#### [WHAT IS EXPECTED]
Please work out how many lines include the word "Lange" in the entries, and reply with only the count.

[Opening DATA SHOWN section]

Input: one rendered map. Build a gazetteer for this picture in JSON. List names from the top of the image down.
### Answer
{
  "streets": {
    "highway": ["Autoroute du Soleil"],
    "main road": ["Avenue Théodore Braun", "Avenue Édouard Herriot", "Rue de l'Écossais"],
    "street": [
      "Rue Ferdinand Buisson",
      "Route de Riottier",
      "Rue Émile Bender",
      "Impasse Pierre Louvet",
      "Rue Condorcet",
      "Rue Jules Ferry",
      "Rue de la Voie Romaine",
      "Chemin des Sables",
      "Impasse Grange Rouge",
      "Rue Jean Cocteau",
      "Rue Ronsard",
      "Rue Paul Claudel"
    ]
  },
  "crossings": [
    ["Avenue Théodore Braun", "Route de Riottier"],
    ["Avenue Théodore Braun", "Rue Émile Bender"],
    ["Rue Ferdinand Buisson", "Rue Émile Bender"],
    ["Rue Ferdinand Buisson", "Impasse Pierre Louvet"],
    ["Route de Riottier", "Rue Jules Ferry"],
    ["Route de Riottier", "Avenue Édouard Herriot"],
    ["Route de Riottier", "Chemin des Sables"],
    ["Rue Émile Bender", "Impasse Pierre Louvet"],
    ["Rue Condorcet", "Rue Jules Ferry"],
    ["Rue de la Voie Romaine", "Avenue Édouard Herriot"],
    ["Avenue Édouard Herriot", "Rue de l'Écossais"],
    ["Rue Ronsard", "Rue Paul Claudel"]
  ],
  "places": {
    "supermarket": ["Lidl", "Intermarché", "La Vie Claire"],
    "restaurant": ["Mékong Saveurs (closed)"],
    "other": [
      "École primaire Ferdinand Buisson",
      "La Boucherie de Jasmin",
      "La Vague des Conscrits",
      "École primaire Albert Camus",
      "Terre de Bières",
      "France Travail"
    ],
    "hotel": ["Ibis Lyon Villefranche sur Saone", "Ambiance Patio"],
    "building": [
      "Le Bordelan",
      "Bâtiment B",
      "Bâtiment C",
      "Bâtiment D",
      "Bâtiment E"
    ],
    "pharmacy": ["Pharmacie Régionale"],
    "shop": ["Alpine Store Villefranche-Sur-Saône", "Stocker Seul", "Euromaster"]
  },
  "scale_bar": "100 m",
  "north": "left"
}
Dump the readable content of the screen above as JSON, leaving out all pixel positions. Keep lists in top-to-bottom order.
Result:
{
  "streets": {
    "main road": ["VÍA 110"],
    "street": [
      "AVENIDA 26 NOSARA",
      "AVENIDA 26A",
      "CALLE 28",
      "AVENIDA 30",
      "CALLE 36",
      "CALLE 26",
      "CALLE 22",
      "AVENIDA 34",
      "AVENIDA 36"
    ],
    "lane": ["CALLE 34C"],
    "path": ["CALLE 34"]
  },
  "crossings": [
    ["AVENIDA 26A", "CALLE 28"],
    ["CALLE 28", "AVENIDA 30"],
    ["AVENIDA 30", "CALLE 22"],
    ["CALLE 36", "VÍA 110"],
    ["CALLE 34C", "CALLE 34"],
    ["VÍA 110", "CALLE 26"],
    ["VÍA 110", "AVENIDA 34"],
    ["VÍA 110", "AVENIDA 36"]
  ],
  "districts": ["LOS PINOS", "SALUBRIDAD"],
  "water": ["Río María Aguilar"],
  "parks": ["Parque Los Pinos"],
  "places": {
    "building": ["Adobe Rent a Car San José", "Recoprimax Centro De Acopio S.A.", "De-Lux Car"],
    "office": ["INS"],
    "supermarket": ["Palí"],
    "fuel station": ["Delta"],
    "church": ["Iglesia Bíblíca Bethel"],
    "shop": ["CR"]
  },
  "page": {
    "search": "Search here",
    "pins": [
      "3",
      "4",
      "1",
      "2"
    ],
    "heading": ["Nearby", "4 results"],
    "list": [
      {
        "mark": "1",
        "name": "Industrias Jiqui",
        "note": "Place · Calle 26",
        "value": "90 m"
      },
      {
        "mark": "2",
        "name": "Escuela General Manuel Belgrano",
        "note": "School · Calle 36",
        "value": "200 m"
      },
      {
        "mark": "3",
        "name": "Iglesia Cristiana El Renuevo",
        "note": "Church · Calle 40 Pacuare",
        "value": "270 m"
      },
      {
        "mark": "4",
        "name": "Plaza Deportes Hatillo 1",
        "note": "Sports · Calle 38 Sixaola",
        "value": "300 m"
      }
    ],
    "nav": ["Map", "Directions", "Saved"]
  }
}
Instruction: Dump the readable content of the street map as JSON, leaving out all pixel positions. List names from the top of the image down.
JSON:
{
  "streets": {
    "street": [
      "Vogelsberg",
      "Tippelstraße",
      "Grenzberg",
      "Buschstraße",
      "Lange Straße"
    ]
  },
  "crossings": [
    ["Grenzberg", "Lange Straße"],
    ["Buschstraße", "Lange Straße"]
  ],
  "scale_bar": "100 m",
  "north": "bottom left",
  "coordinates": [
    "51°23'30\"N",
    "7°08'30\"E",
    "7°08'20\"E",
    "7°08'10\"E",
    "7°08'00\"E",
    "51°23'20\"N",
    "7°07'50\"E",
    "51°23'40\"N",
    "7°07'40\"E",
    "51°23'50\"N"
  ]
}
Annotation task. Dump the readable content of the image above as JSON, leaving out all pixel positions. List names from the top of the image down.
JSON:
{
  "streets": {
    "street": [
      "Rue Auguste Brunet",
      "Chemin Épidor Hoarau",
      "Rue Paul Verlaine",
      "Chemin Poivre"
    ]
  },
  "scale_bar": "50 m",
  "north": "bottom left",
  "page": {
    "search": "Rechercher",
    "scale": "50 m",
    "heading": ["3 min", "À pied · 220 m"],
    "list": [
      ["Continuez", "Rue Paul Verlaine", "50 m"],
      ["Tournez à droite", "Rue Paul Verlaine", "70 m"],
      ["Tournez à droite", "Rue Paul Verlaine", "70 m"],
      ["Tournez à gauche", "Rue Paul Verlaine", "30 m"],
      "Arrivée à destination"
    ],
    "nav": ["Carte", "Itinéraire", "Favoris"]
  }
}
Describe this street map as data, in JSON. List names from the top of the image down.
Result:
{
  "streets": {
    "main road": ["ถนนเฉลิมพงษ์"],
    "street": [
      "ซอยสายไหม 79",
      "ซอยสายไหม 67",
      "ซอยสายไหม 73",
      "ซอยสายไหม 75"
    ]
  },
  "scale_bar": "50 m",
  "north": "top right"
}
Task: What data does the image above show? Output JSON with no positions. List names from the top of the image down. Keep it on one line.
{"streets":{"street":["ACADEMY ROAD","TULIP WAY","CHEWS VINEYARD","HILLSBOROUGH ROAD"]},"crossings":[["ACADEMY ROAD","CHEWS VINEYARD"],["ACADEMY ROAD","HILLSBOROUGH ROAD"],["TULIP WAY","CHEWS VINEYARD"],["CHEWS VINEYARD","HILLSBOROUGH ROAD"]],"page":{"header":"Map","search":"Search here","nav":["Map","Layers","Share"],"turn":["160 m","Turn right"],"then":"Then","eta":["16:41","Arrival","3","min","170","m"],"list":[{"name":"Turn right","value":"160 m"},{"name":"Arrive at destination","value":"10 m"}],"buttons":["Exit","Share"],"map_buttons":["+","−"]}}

[Closing DATA SHOWN section]

#### [RESULT OF THE TASK]
3